Stored data
Segment Open
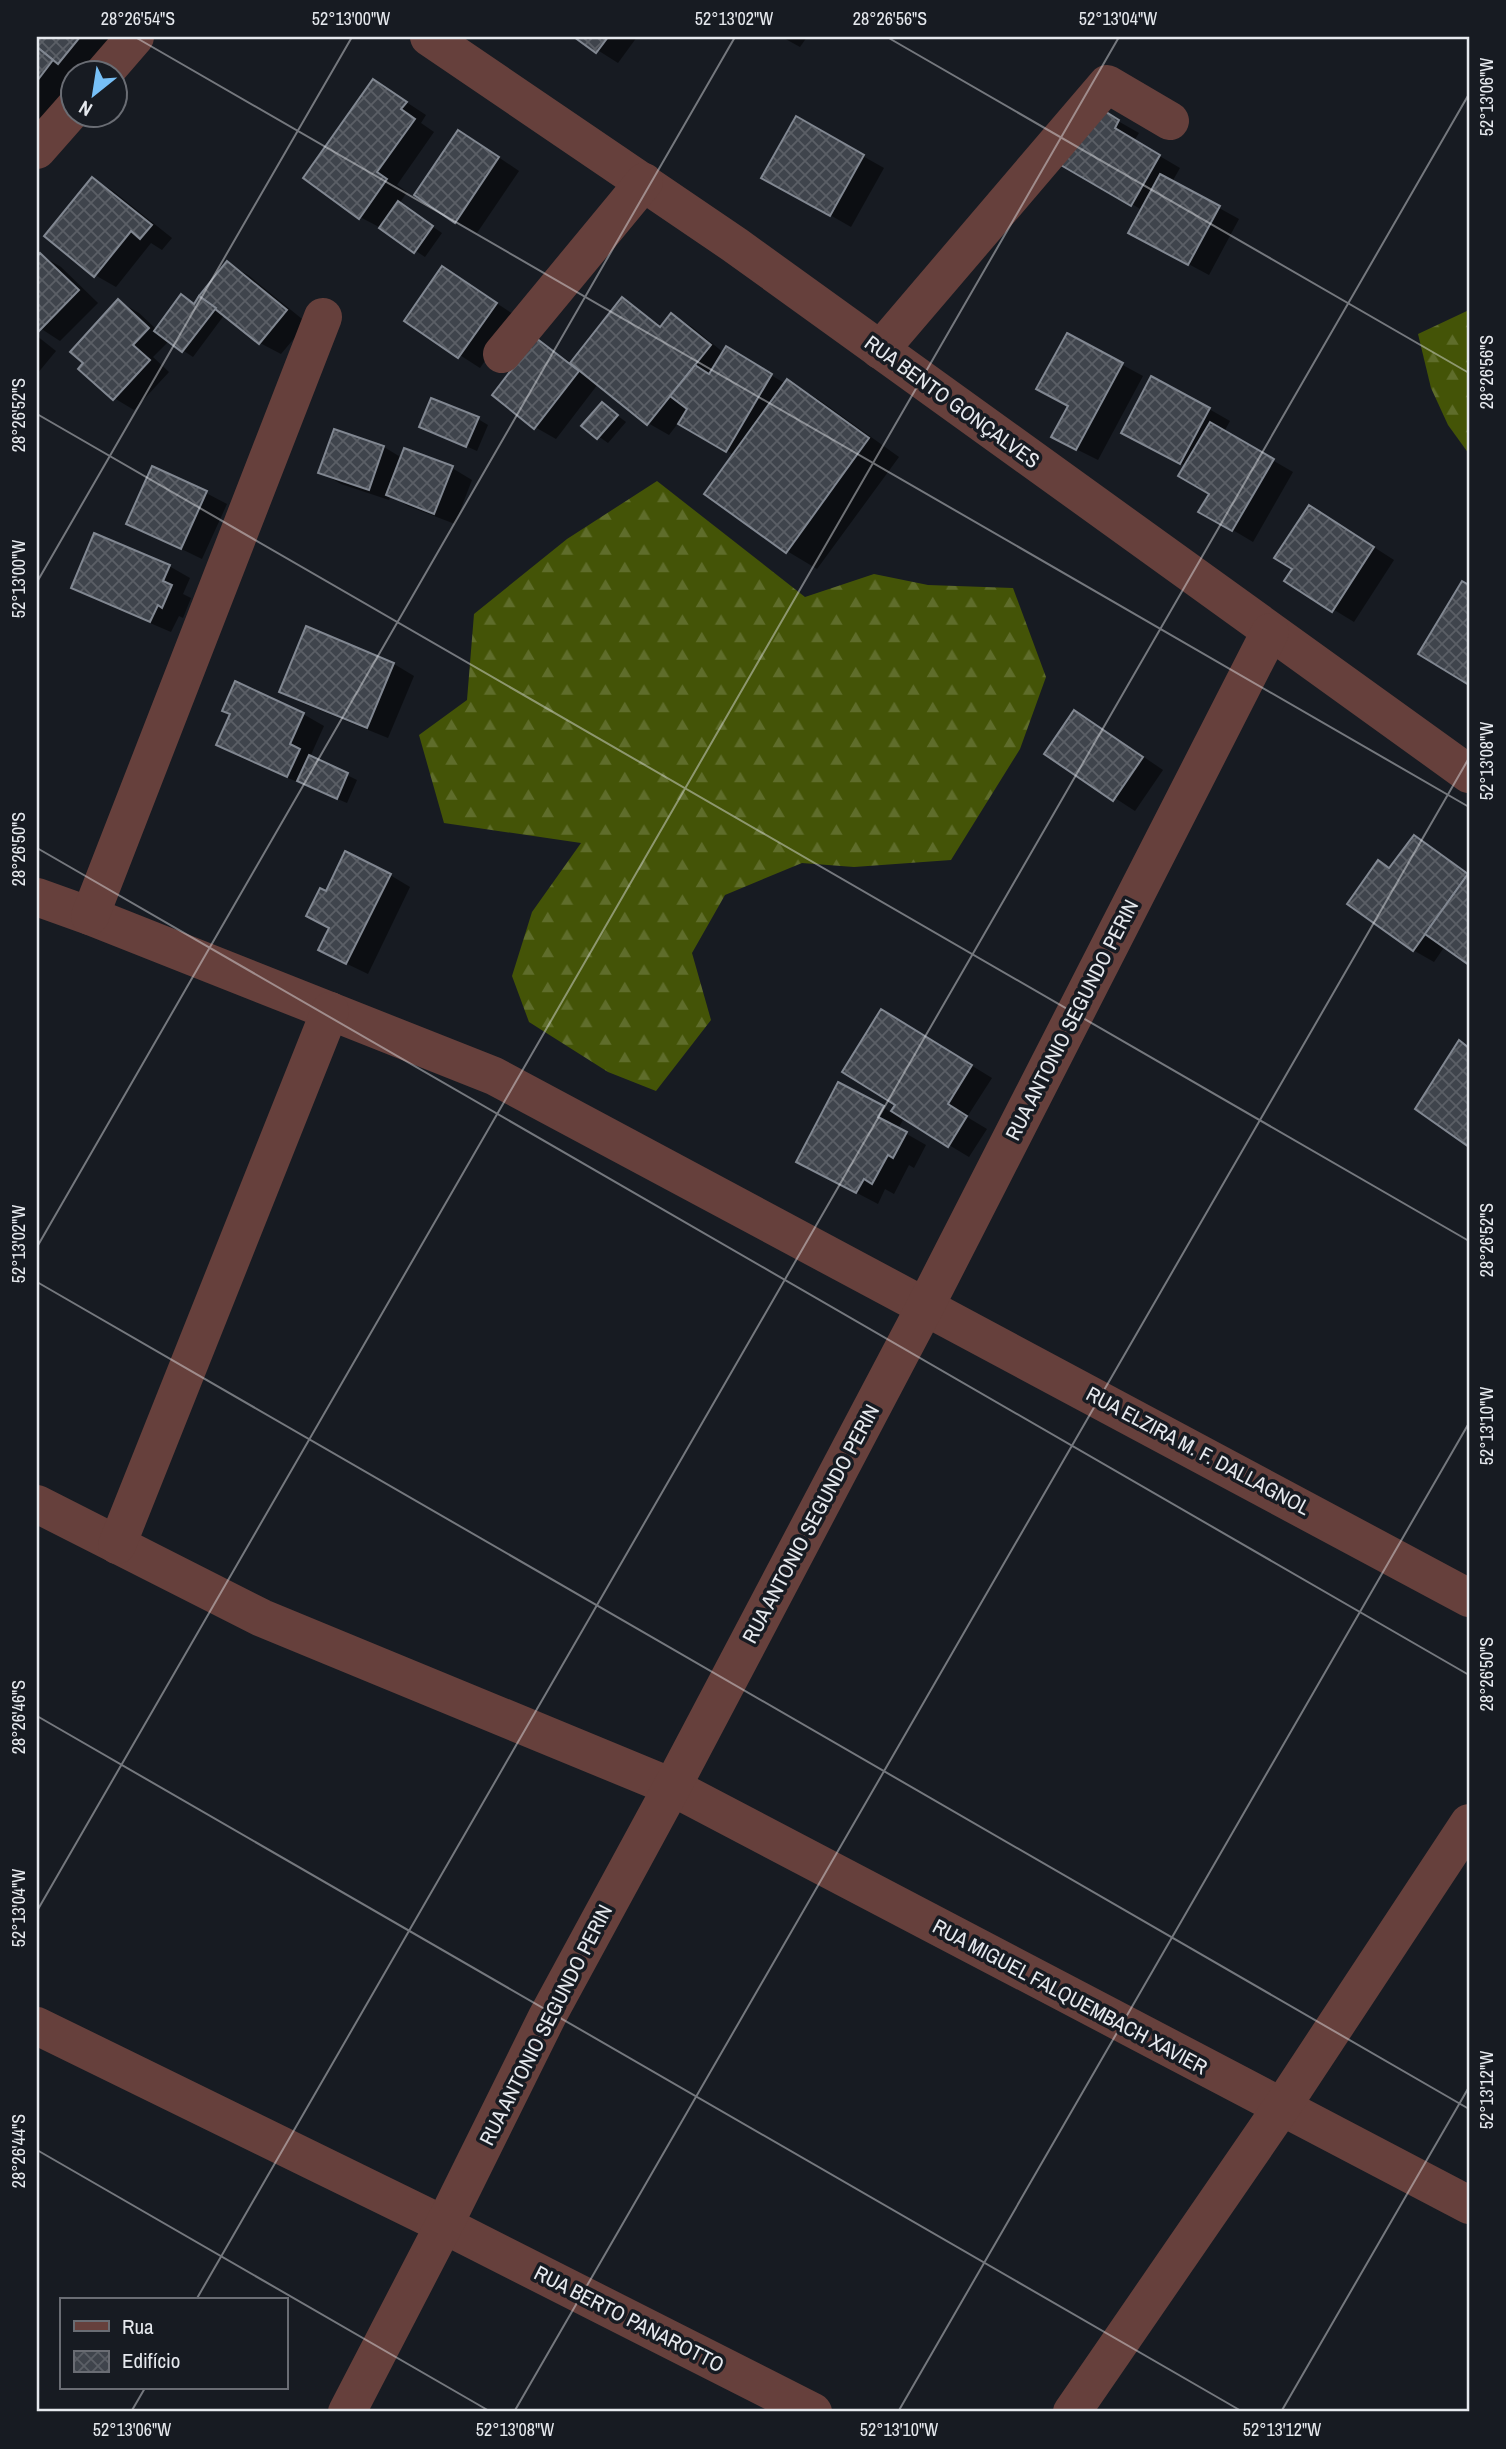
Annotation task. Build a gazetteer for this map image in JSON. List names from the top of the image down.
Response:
{
  "streets": {
    "street": [
      "RUA BENTO GONÇALVES",
      "RUA ANTONIO SEGUNDO PERIN",
      "RUA ELZIRA M. F. DALLAGNOL",
      "RUA MIGUEL FALQUEMBACH XAVIER",
      "RUA BERTO PANAROTTO"
    ]
  },
  "crossings": [
    ["RUA BENTO GONÇALVES", "RUA ANTONIO SEGUNDO PERIN"],
    ["RUA ANTONIO SEGUNDO PERIN", "RUA ELZIRA M. F. DALLAGNOL"],
    ["RUA ANTONIO SEGUNDO PERIN", "RUA MIGUEL FALQUEMBACH XAVIER"],
    ["RUA ANTONIO SEGUNDO PERIN", "RUA BERTO PANAROTTO"]
  ],
  "legend": ["Rua", "Edifício"],
  "north": "bottom left",
  "coordinates": [
    "28°26'54\"S",
    "52°13'00\"W",
    "52°13'02\"W",
    "28°26'56\"S",
    "52°13'04\"W",
    "52°13'06\"W",
    "28°26'52\"S",
    "52°13'08\"W",
    "28°26'50\"S",
    "52°13'10\"W",
    "28°26'46\"S",
    "52°13'12\"W",
    "28°26'44\"S"
  ]
}
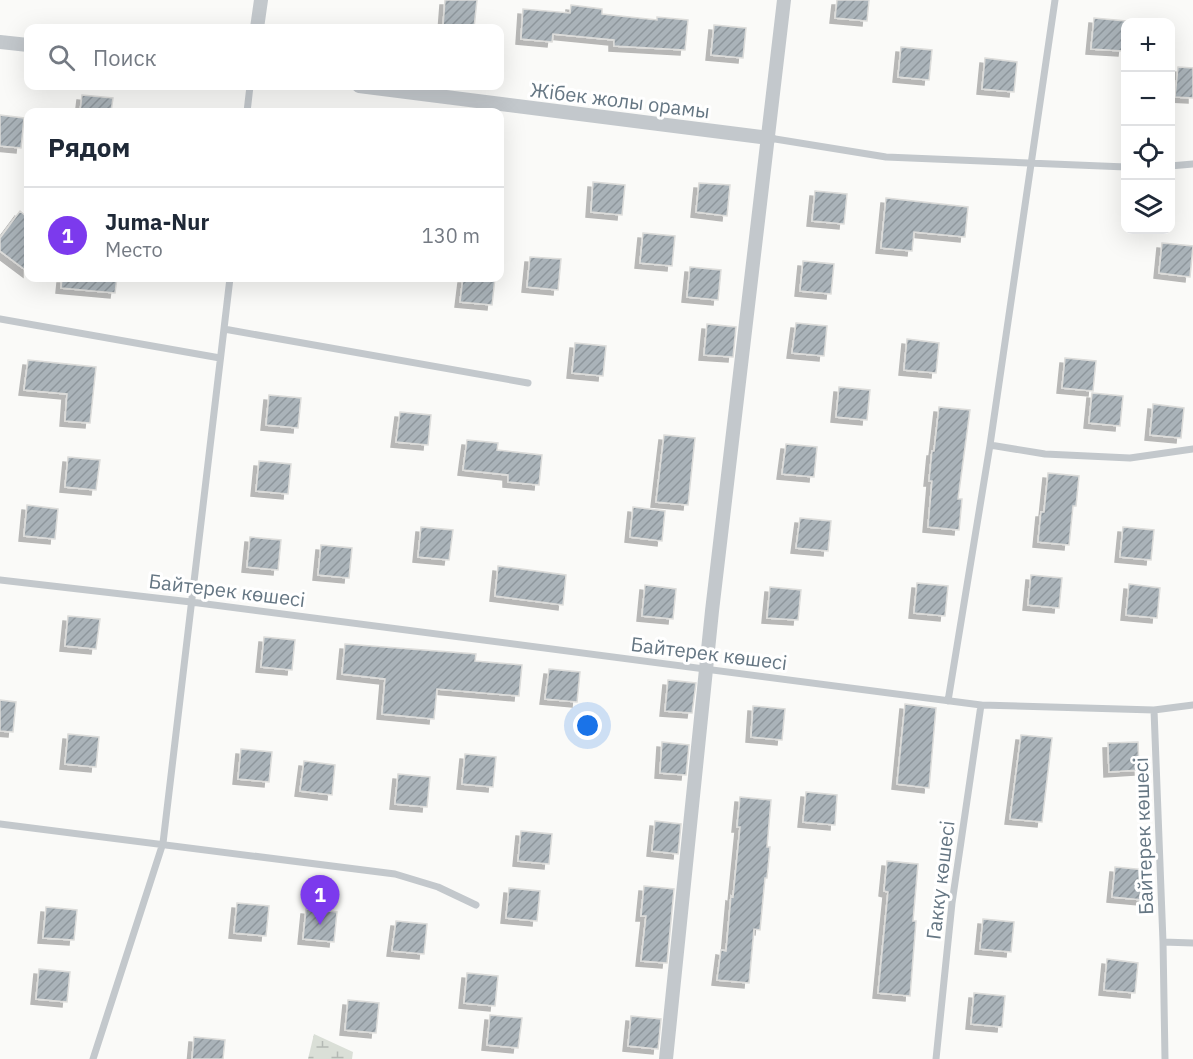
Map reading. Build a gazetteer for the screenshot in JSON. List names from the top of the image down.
{
  "streets": {
    "street": ["Жібек жолы орамы"],
    "lane": ["Байтерек көшесі", "Гакку көшесі"]
  },
  "crossings": [
    ["Байтерек көшесі", "Гакку көшесі"]
  ],
  "page": {
    "map_buttons": ["+", "−"],
    "search": "Поиск",
    "heading": "Рядом",
    "list": [
      {
        "mark": "1",
        "name": "Juma-Nur",
        "note": "Место",
        "value": "130 m"
      }
    ],
    "pins": "1"
  }
}
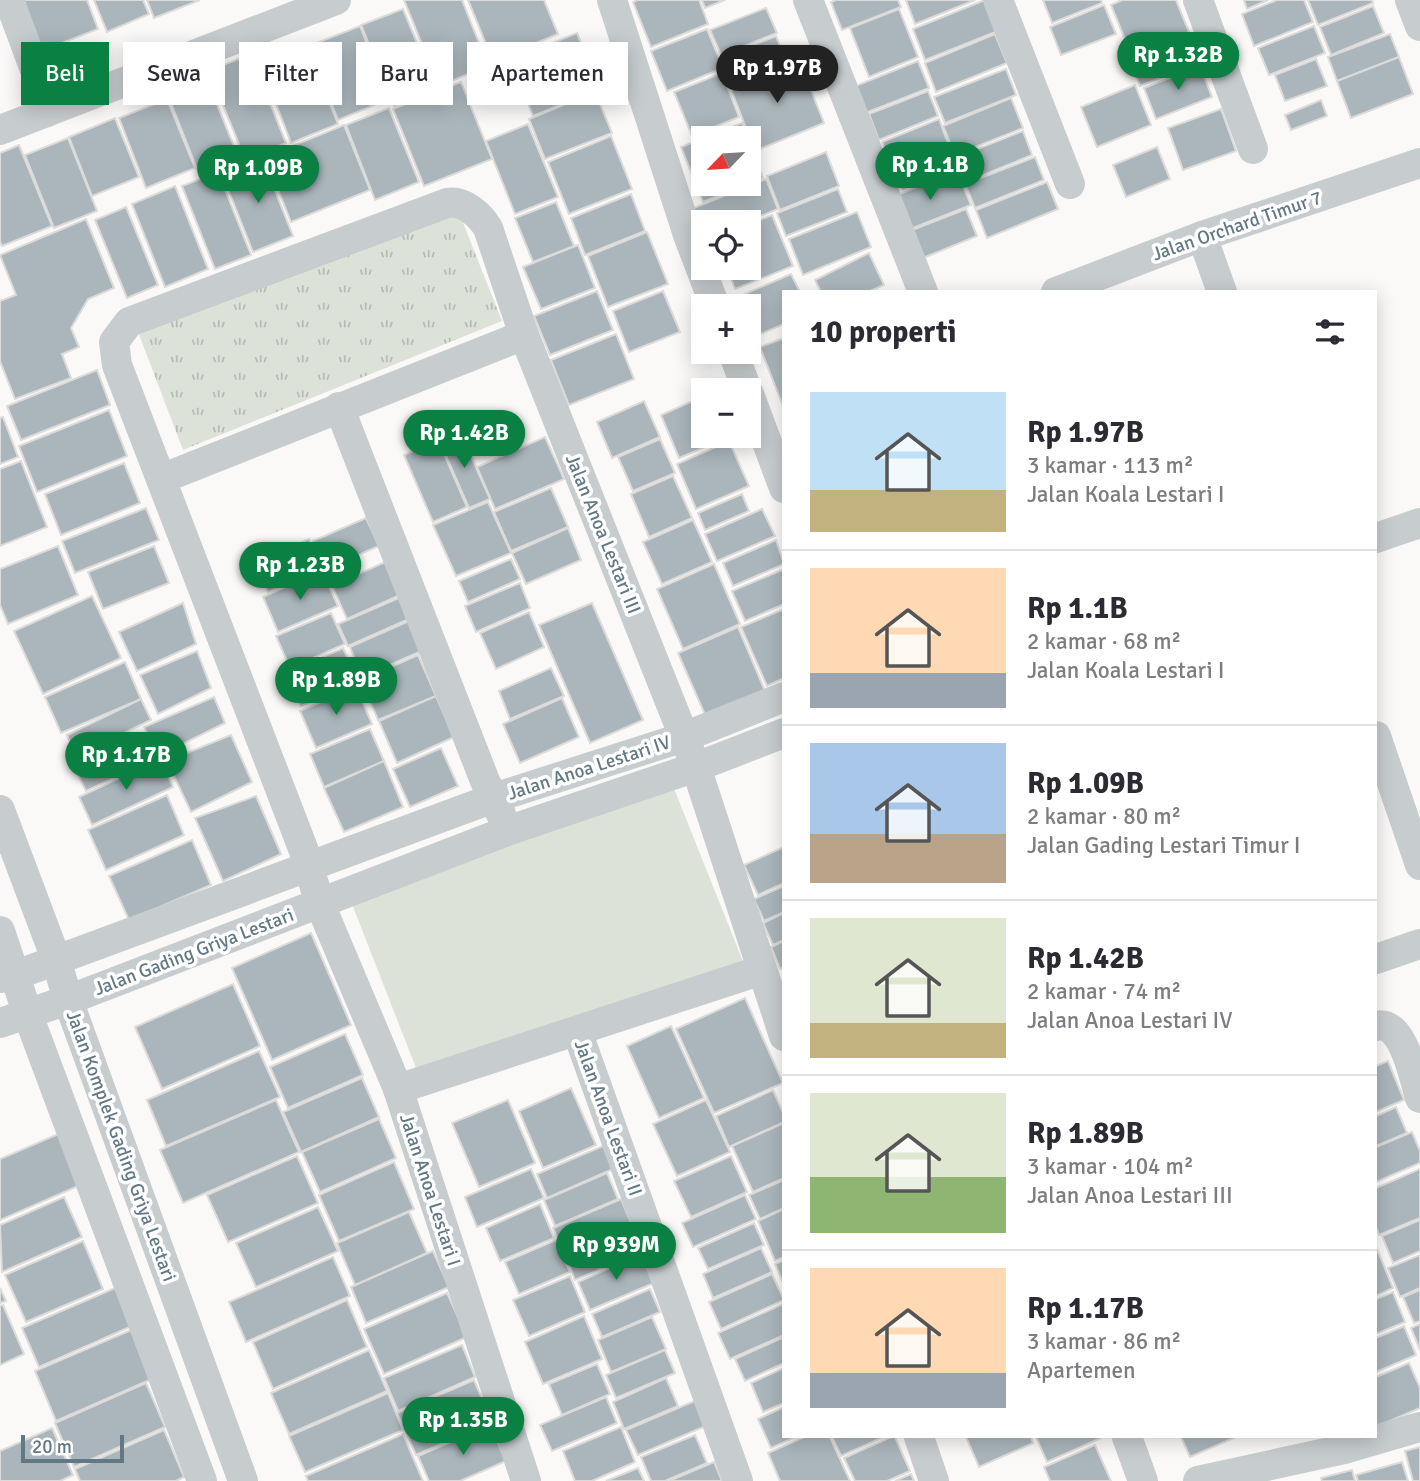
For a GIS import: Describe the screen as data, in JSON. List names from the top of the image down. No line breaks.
{"streets":{"street":["Jalan Orchard Timur 7","Jalan Anoa Lestari III","Jalan Anoa Lestari IV","Jalan Gading Griya Lestari","Jalan Anoa Lestari II","Jalan Komplek Gading Griya Lestari","Jalan Anoa Lestari I"]},"crossings":[["Jalan Anoa Lestari III","Jalan Anoa Lestari IV"],["Jalan Anoa Lestari IV","Jalan Gading Griya Lestari"],["Jalan Anoa Lestari IV","Jalan Anoa Lestari I"],["Jalan Gading Griya Lestari","Jalan Komplek Gading Griya Lestari"],["Jalan Gading Griya Lestari","Jalan Anoa Lestari I"]],"scale_bar":"20 m","north":"bottom left","page":{"price":["Rp 1.32B","Rp 1.97B","Rp 1.1B","Rp 1.09B","Rp 1.42B","Rp 1.23B","Rp 1.89B","Rp 1.17B","Rp 939M","Rp 1.35B"],"chip":["Beli","Sewa","Filter","Baru","Apartemen"],"map_buttons":["+","−"],"heading":"10 properti","list":[{"name":"Rp 1.97B","note":"3 kamar · 113 m² · Jalan Koala Lestari I"},{"name":"Rp 1.1B","note":"2 kamar · 68 m² · Jalan Koala Lestari I"},{"name":"Rp 1.09B","note":"2 kamar · 80 m² · Jalan Gading Lestari Timur I"},{"name":"Rp 1.42B","note":"2 kamar · 74 m² · Jalan Anoa Lestari IV"},{"name":"Rp 1.89B","note":"3 kamar · 104 m² · Jalan Anoa Lestari III"},{"name":"Rp 1.17B","note":"3 kamar · 86 m² · Apartemen"}],"scale":"20 m"}}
Segment Closed
Assignment
Word for word, retype all of the data above, but include no pictures.

Response to this exercise
Annotation task. Build a gazetteer for this map image in JSON. List names from the top of the image down.
Response:
{
  "streets": {
    "street": [
      "RUA BENTO GONÇALVES",
      "RUA ANTONIO SEGUNDO PERIN",
      "RUA ELZIRA M. F. DALLAGNOL",
      "RUA MIGUEL FALQUEMBACH XAVIER",
      "RUA BERTO PANAROTTO"
    ]
  },
  "crossings": [
    ["RUA BENTO GONÇALVES", "RUA ANTONIO SEGUNDO PERIN"],
    ["RUA ANTONIO SEGUNDO PERIN", "RUA ELZIRA M. F. DALLAGNOL"],
    ["RUA ANTONIO SEGUNDO PERIN", "RUA MIGUEL FALQUEMBACH XAVIER"],
    ["RUA ANTONIO SEGUNDO PERIN", "RUA BERTO PANAROTTO"]
  ],
  "legend": ["Rua", "Edifício"],
  "north": "bottom left",
  "coordinates": [
    "28°26'54\"S",
    "52°13'00\"W",
    "52°13'02\"W",
    "28°26'56\"S",
    "52°13'04\"W",
    "52°13'06\"W",
    "28°26'52\"S",
    "52°13'08\"W",
    "28°26'50\"S",
    "52°13'10\"W",
    "28°26'46\"S",
    "52°13'12\"W",
    "28°26'44\"S"
  ]
}
Map reading. Build a gazetteer for the screenshot in JSON. List names from the top of the image down.
{
  "streets": {
    "street": ["Жібек жолы орамы"],
    "lane": ["Байтерек көшесі", "Гакку көшесі"]
  },
  "crossings": [
    ["Байтерек көшесі", "Гакку көшесі"]
  ],
  "page": {
    "map_buttons": ["+", "−"],
    "search": "Поиск",
    "heading": "Рядом",
    "list": [
      {
        "mark": "1",
        "name": "Juma-Nur",
        "note": "Место",
        "value": "130 m"
      }
    ],
    "pins": "1"
  }
}
For a GIS import: Describe the screen as data, in JSON. List names from the top of the image down. No line breaks.
{"streets":{"street":["Jalan Orchard Timur 7","Jalan Anoa Lestari III","Jalan Anoa Lestari IV","Jalan Gading Griya Lestari","Jalan Anoa Lestari II","Jalan Komplek Gading Griya Lestari","Jalan Anoa Lestari I"]},"crossings":[["Jalan Anoa Lestari III","Jalan Anoa Lestari IV"],["Jalan Anoa Lestari IV","Jalan Gading Griya Lestari"],["Jalan Anoa Lestari IV","Jalan Anoa Lestari I"],["Jalan Gading Griya Lestari","Jalan Komplek Gading Griya Lestari"],["Jalan Gading Griya Lestari","Jalan Anoa Lestari I"]],"scale_bar":"20 m","north":"bottom left","page":{"price":["Rp 1.32B","Rp 1.97B","Rp 1.1B","Rp 1.09B","Rp 1.42B","Rp 1.23B","Rp 1.89B","Rp 1.17B","Rp 939M","Rp 1.35B"],"chip":["Beli","Sewa","Filter","Baru","Apartemen"],"map_buttons":["+","−"],"heading":"10 properti","list":[{"name":"Rp 1.97B","note":"3 kamar · 113 m² · Jalan Koala Lestari I"},{"name":"Rp 1.1B","note":"2 kamar · 68 m² · Jalan Koala Lestari I"},{"name":"Rp 1.09B","note":"2 kamar · 80 m² · Jalan Gading Lestari Timur I"},{"name":"Rp 1.42B","note":"2 kamar · 74 m² · Jalan Anoa Lestari IV"},{"name":"Rp 1.89B","note":"3 kamar · 104 m² · Jalan Anoa Lestari III"},{"name":"Rp 1.17B","note":"3 kamar · 86 m² · Apartemen"}],"scale":"20 m"}}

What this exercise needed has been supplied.